• Lawmakers Come Together To Raise Money For Dogs And Vets

    Members of Congress got together Tuesday night to raise money for a non-profit group that provides veterans with service dogs trained to help vets cope with PTSD.

    The charity group, K9s For Warriors, fills a need for vets who may have a hard time adjusting to their new roles in civilian life.

    The charity, based in Ponte Verda Beach, Florida, trains rescue dogs to become service dogs. Since it formed four years ago, K9s For Warriors has trained and placed nearly 200 dogs with veterans across the country, all at no charge.

    Jason Haag, a former captain in the Marines who returned from Iraq with PTSD, said the organization and his dog Axel, helped him get his life back in order after he started suffering from nightmares and other combat-related issues.

    “It put the smile back on not just my face, but on the faces of my family, too,” he said.

    A staggering number of American veterans commit suicide in this country every day, 22 to be exact. Haag said he has personally lost 9 friends to suicide since he retired from the Marines, a number he said is far too high, and the charity could help fix.

    “That’s more guys than I lost on the battlefield,” he said.

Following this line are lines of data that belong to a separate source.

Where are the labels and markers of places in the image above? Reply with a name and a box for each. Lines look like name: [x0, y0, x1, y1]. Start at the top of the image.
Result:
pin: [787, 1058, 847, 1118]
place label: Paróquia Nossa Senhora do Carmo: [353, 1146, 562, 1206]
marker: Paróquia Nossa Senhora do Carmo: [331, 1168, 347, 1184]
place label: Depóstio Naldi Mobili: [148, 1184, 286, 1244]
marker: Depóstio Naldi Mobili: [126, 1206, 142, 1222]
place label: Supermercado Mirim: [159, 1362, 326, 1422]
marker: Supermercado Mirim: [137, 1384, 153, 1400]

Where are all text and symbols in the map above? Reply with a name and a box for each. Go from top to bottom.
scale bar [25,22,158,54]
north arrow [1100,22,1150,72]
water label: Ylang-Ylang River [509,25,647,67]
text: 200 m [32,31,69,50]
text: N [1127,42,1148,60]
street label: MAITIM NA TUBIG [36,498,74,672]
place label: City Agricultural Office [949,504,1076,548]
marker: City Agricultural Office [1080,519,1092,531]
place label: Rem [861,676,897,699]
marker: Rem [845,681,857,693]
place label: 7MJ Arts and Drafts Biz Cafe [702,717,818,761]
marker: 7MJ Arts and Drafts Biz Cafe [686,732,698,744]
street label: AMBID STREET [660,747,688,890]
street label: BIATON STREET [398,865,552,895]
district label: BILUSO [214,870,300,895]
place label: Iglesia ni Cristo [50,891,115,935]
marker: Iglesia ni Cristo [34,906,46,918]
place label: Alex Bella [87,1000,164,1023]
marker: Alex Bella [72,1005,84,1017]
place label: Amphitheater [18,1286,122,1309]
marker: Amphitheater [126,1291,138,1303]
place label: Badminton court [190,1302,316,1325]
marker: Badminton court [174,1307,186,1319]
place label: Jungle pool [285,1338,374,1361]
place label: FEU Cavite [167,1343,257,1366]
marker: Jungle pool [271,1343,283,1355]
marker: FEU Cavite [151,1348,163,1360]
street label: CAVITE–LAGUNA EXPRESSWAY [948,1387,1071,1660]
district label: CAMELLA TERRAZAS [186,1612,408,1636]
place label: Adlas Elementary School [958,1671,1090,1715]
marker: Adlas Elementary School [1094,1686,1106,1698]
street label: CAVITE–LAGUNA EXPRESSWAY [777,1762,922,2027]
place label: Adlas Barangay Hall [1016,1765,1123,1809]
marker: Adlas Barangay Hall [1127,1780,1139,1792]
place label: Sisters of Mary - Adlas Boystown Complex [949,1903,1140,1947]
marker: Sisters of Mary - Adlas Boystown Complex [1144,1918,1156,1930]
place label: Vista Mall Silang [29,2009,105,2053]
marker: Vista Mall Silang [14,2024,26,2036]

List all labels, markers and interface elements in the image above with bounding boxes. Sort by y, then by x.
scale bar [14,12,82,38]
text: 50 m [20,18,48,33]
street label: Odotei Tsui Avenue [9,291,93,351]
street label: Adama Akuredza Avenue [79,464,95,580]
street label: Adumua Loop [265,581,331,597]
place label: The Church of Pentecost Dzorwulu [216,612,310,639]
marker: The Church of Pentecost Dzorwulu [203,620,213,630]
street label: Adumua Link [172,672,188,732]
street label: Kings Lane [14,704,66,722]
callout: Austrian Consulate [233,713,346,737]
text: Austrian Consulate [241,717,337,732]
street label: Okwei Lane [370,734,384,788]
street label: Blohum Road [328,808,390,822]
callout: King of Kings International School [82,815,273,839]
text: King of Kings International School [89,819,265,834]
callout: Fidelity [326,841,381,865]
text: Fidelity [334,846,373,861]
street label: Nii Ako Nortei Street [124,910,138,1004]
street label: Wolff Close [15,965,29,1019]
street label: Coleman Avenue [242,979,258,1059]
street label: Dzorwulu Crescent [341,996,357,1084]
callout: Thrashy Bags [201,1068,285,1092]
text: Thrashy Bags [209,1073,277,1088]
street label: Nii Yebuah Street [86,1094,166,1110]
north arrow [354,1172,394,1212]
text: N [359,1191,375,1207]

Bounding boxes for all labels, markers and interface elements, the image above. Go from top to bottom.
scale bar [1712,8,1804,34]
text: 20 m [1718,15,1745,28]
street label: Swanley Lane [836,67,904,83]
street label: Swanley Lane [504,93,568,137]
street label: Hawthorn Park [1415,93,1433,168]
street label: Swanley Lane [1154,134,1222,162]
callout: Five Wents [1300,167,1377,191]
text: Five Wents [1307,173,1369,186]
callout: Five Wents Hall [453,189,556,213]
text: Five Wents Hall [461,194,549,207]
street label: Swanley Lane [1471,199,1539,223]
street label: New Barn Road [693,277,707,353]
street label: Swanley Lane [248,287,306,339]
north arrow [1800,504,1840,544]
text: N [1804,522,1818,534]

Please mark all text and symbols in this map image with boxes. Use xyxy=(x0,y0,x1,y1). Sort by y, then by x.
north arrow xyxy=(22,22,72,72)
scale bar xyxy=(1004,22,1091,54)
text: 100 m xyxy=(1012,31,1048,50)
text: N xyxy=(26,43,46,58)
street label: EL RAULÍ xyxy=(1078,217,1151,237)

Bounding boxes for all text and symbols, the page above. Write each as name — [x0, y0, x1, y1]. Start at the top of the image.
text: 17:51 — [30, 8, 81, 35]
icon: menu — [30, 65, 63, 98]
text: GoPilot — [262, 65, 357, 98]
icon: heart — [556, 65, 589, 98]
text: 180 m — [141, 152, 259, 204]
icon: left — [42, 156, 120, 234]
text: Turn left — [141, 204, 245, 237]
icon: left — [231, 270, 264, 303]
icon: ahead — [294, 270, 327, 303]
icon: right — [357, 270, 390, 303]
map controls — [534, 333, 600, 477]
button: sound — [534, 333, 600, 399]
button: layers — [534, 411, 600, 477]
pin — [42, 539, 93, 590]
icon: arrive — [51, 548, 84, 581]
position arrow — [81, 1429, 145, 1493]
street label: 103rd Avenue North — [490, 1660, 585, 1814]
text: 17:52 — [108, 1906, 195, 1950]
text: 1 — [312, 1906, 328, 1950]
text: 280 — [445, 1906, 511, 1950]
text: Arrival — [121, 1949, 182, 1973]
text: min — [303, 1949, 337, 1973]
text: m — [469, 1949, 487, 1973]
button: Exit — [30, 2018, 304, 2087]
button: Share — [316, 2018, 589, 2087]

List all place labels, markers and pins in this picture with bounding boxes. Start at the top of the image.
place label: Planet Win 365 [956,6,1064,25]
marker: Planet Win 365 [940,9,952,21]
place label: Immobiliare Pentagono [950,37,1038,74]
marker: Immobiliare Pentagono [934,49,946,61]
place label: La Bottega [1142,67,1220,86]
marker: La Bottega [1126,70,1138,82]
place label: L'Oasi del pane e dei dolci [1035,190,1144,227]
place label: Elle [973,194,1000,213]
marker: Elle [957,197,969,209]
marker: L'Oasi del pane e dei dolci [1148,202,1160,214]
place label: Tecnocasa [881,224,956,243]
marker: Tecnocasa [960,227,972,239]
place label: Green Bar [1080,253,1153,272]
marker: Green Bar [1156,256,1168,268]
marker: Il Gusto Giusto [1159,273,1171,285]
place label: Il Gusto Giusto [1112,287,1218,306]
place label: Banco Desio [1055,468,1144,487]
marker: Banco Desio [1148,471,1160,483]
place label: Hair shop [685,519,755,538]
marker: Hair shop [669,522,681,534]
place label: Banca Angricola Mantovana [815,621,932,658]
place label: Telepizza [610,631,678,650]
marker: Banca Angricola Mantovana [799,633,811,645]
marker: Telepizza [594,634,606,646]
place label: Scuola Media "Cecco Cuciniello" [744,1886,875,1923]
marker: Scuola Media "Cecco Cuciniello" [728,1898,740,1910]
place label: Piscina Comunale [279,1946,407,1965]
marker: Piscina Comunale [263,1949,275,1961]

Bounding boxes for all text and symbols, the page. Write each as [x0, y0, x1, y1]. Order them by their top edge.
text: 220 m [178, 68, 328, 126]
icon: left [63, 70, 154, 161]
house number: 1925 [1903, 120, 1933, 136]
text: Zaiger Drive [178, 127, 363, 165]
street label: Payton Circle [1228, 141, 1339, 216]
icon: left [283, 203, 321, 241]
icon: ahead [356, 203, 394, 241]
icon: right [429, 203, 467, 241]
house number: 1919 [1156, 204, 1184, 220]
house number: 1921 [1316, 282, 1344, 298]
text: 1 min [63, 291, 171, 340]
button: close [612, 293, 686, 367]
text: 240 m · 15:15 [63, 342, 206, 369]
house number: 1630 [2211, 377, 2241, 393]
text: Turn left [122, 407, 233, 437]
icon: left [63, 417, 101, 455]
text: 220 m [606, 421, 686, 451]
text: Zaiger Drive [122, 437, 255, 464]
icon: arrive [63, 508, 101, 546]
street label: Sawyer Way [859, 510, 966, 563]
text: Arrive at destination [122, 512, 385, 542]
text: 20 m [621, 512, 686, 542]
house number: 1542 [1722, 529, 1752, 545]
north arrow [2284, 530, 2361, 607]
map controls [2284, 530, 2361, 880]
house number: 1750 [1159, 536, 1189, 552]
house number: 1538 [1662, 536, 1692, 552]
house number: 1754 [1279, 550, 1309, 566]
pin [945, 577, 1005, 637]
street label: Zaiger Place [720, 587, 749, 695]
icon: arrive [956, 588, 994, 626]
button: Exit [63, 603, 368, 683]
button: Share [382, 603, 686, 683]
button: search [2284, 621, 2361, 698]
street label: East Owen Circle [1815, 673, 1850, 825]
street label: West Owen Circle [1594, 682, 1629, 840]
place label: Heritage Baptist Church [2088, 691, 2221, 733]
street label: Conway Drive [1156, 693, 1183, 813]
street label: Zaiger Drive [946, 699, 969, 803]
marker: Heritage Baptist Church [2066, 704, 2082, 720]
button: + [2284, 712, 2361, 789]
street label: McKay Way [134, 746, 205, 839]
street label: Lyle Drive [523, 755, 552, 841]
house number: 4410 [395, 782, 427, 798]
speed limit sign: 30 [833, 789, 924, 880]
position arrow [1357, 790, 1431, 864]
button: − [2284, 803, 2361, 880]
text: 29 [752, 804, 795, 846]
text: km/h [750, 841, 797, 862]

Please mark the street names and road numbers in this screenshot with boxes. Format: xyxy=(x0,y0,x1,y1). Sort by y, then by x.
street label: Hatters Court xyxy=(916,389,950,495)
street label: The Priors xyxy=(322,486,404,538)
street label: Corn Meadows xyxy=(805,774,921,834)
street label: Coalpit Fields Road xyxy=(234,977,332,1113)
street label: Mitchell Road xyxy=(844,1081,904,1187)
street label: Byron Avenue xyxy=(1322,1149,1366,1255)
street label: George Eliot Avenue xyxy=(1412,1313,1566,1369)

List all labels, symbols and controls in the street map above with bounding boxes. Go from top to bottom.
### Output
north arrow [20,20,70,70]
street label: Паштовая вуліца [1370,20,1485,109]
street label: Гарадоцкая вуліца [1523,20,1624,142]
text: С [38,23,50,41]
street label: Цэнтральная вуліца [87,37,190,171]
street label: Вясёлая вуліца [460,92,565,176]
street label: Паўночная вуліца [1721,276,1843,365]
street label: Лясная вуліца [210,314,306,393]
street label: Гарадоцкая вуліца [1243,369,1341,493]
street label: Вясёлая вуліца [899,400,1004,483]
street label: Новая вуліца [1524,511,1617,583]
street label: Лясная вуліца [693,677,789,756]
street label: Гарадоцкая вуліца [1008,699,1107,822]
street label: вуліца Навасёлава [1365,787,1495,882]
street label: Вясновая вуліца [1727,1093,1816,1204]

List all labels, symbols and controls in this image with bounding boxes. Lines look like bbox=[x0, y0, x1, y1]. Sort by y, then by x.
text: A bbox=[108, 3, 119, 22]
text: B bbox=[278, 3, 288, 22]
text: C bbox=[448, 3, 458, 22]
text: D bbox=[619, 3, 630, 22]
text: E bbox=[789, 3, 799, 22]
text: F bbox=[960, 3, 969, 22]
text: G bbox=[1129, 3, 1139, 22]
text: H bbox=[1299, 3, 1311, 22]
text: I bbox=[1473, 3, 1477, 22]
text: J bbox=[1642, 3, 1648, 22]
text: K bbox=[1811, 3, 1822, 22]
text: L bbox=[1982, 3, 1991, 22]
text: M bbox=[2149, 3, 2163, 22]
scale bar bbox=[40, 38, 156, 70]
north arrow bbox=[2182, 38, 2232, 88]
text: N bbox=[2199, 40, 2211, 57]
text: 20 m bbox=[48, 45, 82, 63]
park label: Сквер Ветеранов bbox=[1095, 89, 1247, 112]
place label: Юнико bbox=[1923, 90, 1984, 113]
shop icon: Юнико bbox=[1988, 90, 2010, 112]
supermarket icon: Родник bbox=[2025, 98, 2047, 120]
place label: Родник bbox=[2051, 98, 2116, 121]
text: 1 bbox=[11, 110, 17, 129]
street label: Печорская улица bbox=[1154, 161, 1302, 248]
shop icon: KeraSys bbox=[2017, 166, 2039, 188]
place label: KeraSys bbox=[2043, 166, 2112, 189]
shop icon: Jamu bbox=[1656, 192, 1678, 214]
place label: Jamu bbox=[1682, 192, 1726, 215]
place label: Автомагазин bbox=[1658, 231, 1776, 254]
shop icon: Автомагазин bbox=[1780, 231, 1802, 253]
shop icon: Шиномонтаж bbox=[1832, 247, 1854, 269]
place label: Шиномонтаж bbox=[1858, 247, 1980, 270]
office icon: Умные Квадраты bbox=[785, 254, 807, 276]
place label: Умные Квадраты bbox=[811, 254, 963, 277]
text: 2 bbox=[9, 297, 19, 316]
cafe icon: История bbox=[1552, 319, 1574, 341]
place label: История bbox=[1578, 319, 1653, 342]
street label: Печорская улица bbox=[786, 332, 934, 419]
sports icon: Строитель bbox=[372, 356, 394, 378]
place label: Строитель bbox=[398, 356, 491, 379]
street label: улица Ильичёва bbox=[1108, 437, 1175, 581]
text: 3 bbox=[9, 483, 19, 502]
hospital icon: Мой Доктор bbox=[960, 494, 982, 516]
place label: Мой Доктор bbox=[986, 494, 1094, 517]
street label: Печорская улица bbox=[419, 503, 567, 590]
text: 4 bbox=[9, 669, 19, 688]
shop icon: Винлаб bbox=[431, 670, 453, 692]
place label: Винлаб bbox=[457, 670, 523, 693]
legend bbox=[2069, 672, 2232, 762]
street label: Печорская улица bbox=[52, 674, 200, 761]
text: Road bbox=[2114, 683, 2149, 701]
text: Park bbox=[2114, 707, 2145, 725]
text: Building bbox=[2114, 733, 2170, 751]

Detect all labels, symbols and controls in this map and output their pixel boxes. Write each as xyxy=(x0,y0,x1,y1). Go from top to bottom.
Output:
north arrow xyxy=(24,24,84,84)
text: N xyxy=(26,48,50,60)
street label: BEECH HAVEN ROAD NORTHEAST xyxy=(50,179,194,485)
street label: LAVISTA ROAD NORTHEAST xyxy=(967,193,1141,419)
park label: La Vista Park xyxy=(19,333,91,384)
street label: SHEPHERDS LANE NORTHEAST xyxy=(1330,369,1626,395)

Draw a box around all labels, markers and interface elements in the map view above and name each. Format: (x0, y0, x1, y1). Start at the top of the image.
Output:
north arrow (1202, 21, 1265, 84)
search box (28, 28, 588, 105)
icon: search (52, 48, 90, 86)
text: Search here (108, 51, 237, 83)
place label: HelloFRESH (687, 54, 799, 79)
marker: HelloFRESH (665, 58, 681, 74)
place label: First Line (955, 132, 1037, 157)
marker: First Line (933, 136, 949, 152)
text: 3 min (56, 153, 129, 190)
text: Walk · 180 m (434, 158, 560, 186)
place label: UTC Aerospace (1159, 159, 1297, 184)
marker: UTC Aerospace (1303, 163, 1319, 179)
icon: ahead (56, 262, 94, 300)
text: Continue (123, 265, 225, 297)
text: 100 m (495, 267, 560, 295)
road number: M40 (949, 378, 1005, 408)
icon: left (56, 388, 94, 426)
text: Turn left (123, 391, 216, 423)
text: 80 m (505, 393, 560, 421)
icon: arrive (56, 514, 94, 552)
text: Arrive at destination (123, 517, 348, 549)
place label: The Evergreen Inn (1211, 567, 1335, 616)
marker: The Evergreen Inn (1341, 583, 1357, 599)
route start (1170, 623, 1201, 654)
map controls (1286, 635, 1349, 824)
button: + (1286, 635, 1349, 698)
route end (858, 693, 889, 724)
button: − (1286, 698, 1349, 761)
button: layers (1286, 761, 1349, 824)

    Congress members from both sides of the aisle, many who were members of the armed forces themselves, attended the event held at the National Republican Club near Capitol Hill.

    Rep. Charlie Rangel was an unlikely favorite in the room of predominantly Republican members and supporters, though, arriving late to the party to cheers and shouts from the other congressmen.

    Rangel quipped, “me breaking in to a Republican fundraiser is nothing new,” before recalling how he received Republican endorsements for the first decade of his political career and how he has run on both Republican and Democratic tickets in elections dating as far back as the mid-60’s.

    “They teach you to be proud in service. Most veterans don’t want to confess that they have mental health issues,” he said. “There is a stigma against it in this country.”

    Rangel said a lot of people claim to support the troops, but few actually go out of their way to help those veterans who may be suffering from PTSD or traumatic brain injuries.

    “Instead of just saying thank you, say can I help you?” Rangel said. “You’ll feel better yourself if you grab one of these veterans and say what can I do to help you?”

    Also in attendance were Reps Ryan Zinke, Gus Bilirakis, Darrell Issa, and a few others.